- **TASK GOAL**:
What you need to do is retype every entry exactly as written.

##############################

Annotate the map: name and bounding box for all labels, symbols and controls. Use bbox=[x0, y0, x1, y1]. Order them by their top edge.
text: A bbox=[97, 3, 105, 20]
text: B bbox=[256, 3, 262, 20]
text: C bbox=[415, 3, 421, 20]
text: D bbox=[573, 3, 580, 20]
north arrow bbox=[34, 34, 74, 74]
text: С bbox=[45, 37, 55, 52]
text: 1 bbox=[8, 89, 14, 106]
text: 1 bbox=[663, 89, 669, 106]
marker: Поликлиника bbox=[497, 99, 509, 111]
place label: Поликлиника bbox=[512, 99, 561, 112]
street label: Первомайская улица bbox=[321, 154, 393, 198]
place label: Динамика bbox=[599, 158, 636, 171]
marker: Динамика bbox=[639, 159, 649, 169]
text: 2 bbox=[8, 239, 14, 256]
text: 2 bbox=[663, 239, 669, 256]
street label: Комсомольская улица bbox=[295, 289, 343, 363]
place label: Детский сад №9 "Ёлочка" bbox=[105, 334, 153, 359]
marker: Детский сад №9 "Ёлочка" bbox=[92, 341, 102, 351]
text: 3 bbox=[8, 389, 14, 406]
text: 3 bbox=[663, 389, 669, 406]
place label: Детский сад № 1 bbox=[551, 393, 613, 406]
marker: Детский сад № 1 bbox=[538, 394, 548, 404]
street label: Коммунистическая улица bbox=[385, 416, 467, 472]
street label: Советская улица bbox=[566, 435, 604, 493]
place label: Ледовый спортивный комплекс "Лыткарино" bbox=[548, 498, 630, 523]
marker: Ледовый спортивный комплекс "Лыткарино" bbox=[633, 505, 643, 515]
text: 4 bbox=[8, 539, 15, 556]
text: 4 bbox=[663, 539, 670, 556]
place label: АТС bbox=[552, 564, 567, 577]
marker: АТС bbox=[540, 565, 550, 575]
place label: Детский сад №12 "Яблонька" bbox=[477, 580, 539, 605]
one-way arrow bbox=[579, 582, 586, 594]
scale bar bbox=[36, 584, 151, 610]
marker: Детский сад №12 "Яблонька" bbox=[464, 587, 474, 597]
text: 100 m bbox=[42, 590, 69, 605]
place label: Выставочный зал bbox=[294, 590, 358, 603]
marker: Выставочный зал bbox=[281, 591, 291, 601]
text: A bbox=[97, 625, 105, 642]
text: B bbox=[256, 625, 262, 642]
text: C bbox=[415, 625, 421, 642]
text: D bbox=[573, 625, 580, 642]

##############################

- **EXPECTED OUTPUT**:
Annotate the map: name and bounding box for all labels, symbols and controls. Use bbox=[x0, y0, x1, y1]. Order them by their top edge.
text: A bbox=[97, 3, 105, 20]
text: B bbox=[256, 3, 262, 20]
text: C bbox=[415, 3, 421, 20]
text: D bbox=[573, 3, 580, 20]
north arrow bbox=[34, 34, 74, 74]
text: С bbox=[45, 37, 55, 52]
text: 1 bbox=[8, 89, 14, 106]
text: 1 bbox=[663, 89, 669, 106]
marker: Поликлиника bbox=[497, 99, 509, 111]
place label: Поликлиника bbox=[512, 99, 561, 112]
street label: Первомайская улица bbox=[321, 154, 393, 198]
place label: Динамика bbox=[599, 158, 636, 171]
marker: Динамика bbox=[639, 159, 649, 169]
text: 2 bbox=[8, 239, 14, 256]
text: 2 bbox=[663, 239, 669, 256]
street label: Комсомольская улица bbox=[295, 289, 343, 363]
place label: Детский сад №9 "Ёлочка" bbox=[105, 334, 153, 359]
marker: Детский сад №9 "Ёлочка" bbox=[92, 341, 102, 351]
text: 3 bbox=[8, 389, 14, 406]
text: 3 bbox=[663, 389, 669, 406]
place label: Детский сад № 1 bbox=[551, 393, 613, 406]
marker: Детский сад № 1 bbox=[538, 394, 548, 404]
street label: Коммунистическая улица bbox=[385, 416, 467, 472]
street label: Советская улица bbox=[566, 435, 604, 493]
place label: Ледовый спортивный комплекс "Лыткарино" bbox=[548, 498, 630, 523]
marker: Ледовый спортивный комплекс "Лыткарино" bbox=[633, 505, 643, 515]
text: 4 bbox=[8, 539, 15, 556]
text: 4 bbox=[663, 539, 670, 556]
place label: АТС bbox=[552, 564, 567, 577]
marker: АТС bbox=[540, 565, 550, 575]
place label: Детский сад №12 "Яблонька" bbox=[477, 580, 539, 605]
one-way arrow bbox=[579, 582, 586, 594]
scale bar bbox=[36, 584, 151, 610]
marker: Детский сад №12 "Яблонька" bbox=[464, 587, 474, 597]
text: 100 m bbox=[42, 590, 69, 605]
place label: Выставочный зал bbox=[294, 590, 358, 603]
marker: Выставочный зал bbox=[281, 591, 291, 601]
text: A bbox=[97, 625, 105, 642]
text: B bbox=[256, 625, 262, 642]
text: C bbox=[415, 625, 421, 642]
text: D bbox=[573, 625, 580, 642]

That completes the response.